Japanese component maker Rohm said it has developed an experimental chip that can send and receive signals at terahertz-range frequencies, which can carry data at speeds of up to 30Gbps and penetrate clothing and paper.
The company aims to bring the device to market in the next three or four years at an initial price of less than ¥1,000 (£8), a spokeswoman said. That would allow for its use in home electronics and other consumer devices.
Measuring 1.5 mm by 3mm, it operates in the 300 GHz range, part of a band between radio and light waves, and was developed together with researchers at Osaka University.

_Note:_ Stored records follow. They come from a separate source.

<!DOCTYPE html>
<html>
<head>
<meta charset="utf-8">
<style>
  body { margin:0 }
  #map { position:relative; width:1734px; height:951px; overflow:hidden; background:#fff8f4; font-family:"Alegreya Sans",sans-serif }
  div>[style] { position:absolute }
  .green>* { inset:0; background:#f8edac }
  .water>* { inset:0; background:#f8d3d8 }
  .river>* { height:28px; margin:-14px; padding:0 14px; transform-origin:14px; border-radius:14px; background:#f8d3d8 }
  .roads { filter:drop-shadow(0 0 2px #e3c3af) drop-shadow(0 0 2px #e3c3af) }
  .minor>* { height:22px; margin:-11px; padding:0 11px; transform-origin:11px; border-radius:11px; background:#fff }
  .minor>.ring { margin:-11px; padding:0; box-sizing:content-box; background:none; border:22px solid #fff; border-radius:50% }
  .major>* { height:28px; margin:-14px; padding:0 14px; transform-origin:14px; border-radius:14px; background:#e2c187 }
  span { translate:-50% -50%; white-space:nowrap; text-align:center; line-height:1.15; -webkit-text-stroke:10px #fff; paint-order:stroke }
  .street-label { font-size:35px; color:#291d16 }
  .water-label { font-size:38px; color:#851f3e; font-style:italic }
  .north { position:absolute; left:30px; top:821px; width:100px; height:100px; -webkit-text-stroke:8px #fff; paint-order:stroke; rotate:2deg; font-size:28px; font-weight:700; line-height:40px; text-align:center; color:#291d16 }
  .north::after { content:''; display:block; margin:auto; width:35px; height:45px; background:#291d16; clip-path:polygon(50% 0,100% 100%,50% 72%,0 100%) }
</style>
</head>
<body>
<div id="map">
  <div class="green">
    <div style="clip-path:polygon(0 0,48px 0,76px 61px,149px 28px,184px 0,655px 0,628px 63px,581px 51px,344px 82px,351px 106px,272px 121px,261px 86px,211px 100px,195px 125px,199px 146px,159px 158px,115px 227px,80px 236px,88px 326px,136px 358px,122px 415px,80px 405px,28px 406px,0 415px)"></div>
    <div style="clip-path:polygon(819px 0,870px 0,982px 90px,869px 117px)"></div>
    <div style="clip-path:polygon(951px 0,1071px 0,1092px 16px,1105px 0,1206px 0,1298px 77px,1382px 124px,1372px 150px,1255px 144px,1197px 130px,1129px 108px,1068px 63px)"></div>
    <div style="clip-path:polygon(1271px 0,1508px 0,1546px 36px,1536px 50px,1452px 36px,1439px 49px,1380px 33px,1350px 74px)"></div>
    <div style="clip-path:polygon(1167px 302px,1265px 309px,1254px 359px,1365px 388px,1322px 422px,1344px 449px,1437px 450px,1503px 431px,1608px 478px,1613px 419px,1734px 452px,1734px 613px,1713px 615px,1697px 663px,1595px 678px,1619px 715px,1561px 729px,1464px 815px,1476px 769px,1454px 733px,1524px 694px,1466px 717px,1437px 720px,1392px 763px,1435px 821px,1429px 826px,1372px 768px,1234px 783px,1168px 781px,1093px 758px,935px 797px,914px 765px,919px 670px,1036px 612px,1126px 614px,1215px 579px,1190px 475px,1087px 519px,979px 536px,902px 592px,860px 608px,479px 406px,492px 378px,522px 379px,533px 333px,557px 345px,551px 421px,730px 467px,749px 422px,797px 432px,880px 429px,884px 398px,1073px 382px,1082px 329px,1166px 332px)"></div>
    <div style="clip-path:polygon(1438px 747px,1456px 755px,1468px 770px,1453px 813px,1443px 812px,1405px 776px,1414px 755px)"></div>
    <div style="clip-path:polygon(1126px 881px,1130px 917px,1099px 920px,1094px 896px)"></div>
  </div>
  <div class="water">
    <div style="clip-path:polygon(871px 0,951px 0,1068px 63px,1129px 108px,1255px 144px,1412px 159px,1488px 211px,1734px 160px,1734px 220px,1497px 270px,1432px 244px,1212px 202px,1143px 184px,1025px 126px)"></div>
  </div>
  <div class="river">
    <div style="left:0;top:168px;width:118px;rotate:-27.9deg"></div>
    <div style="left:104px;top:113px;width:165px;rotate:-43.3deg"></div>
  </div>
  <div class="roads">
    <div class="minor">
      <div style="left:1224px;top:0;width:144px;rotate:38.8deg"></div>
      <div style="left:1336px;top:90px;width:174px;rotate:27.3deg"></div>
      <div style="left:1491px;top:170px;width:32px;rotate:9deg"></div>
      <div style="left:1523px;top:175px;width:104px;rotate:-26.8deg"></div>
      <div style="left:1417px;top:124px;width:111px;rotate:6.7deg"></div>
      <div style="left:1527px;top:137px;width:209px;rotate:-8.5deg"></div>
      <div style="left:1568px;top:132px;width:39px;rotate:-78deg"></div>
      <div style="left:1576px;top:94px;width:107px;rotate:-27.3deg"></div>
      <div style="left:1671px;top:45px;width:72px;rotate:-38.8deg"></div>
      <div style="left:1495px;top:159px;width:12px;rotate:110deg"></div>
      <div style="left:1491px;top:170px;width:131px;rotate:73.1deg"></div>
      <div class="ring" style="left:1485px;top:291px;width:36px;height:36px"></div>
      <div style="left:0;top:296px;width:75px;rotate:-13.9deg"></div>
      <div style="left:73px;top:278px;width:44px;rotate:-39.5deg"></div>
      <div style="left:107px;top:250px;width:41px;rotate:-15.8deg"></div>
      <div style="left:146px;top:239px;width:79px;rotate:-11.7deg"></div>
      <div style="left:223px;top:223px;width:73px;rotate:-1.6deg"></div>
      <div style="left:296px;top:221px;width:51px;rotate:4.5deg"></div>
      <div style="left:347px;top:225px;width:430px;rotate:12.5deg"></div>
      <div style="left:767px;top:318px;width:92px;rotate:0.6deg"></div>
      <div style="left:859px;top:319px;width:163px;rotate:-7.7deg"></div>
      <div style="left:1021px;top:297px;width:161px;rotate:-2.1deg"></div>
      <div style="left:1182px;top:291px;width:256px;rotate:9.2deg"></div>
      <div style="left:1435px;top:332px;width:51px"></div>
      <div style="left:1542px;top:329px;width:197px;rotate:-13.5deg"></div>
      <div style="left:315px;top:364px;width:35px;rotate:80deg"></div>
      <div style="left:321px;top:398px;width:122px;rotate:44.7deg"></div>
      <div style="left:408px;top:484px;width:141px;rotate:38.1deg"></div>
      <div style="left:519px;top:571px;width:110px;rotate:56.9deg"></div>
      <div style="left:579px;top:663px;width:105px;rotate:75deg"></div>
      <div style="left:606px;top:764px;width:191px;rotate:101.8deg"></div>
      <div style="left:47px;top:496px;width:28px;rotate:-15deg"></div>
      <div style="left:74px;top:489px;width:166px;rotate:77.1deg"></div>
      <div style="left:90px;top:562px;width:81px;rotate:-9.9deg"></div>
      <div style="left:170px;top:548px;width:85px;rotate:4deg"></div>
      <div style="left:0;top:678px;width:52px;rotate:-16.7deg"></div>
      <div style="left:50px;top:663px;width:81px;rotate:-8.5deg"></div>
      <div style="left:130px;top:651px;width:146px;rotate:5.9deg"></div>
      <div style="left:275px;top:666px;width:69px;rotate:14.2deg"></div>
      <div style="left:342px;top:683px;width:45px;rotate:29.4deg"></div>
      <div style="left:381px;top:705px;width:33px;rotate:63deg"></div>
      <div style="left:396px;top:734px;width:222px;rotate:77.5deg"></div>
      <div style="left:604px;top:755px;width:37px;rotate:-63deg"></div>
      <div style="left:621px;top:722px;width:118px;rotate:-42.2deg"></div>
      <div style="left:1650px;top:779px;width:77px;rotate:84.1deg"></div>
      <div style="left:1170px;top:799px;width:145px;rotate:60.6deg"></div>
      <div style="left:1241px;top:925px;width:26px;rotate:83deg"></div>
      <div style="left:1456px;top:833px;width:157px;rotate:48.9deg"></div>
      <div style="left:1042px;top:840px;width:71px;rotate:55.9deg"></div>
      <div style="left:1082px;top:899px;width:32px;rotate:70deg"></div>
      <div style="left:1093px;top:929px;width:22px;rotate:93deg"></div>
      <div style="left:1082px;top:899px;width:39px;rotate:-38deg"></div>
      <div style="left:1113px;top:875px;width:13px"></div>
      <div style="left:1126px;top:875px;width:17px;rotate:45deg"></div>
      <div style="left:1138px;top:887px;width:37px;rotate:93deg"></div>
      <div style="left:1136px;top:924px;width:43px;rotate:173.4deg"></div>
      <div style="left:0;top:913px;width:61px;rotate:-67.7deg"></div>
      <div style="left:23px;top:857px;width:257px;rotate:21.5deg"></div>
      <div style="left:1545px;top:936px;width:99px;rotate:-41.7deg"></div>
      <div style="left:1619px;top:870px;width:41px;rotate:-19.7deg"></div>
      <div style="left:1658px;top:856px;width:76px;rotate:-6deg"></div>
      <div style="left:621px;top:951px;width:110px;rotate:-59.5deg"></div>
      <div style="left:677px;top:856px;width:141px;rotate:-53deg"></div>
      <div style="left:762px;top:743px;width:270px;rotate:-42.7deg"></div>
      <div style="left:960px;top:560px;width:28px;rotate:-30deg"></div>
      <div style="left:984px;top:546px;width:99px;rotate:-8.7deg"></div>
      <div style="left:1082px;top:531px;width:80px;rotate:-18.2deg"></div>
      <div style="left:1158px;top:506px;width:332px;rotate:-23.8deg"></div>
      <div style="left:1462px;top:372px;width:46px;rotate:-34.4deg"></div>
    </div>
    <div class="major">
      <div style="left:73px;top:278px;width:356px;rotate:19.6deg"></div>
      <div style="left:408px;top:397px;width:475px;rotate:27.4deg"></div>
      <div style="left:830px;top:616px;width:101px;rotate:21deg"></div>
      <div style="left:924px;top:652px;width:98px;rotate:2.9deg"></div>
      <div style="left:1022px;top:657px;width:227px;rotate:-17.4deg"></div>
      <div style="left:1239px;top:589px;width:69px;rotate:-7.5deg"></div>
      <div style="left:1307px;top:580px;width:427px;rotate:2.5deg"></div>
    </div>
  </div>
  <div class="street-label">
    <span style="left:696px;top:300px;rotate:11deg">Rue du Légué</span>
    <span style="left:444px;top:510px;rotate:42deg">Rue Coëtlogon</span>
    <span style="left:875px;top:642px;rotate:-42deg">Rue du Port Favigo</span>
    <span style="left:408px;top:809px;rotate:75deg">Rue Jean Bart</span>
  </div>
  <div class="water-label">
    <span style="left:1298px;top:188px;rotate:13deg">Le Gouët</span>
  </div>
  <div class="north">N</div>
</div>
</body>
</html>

Rohm said the chip was the first in the world to achieve this at such a small size.
Rohm said the chip currently handles data at 1.5Gbps, but that can be increased to about 30Gbps in the future. The firm said it has used the chips to send uncompressed high definition television (HDTV) images, and is working to develop chips for commercial applications aimed at the next wave of TVs and projectors, which will be able to display images at several times current resolutions.
The main obstacles to mass production at the current stage are durability and stable, consistent performance, the spokeswoman said.
Signals at terahertz frequencies can pass through solid objects including paper, plastic, walls and even the outer layers of skin, making them also suitable for security and medical applications. The signals cannot pass through water or metal, however, and like light, signals must be aimed in a specific direction. They also have limited range.
Most equipment used to work with the technology has until now been bulky and expensive, Rohm said, blocking use outside of labs and industrial settings.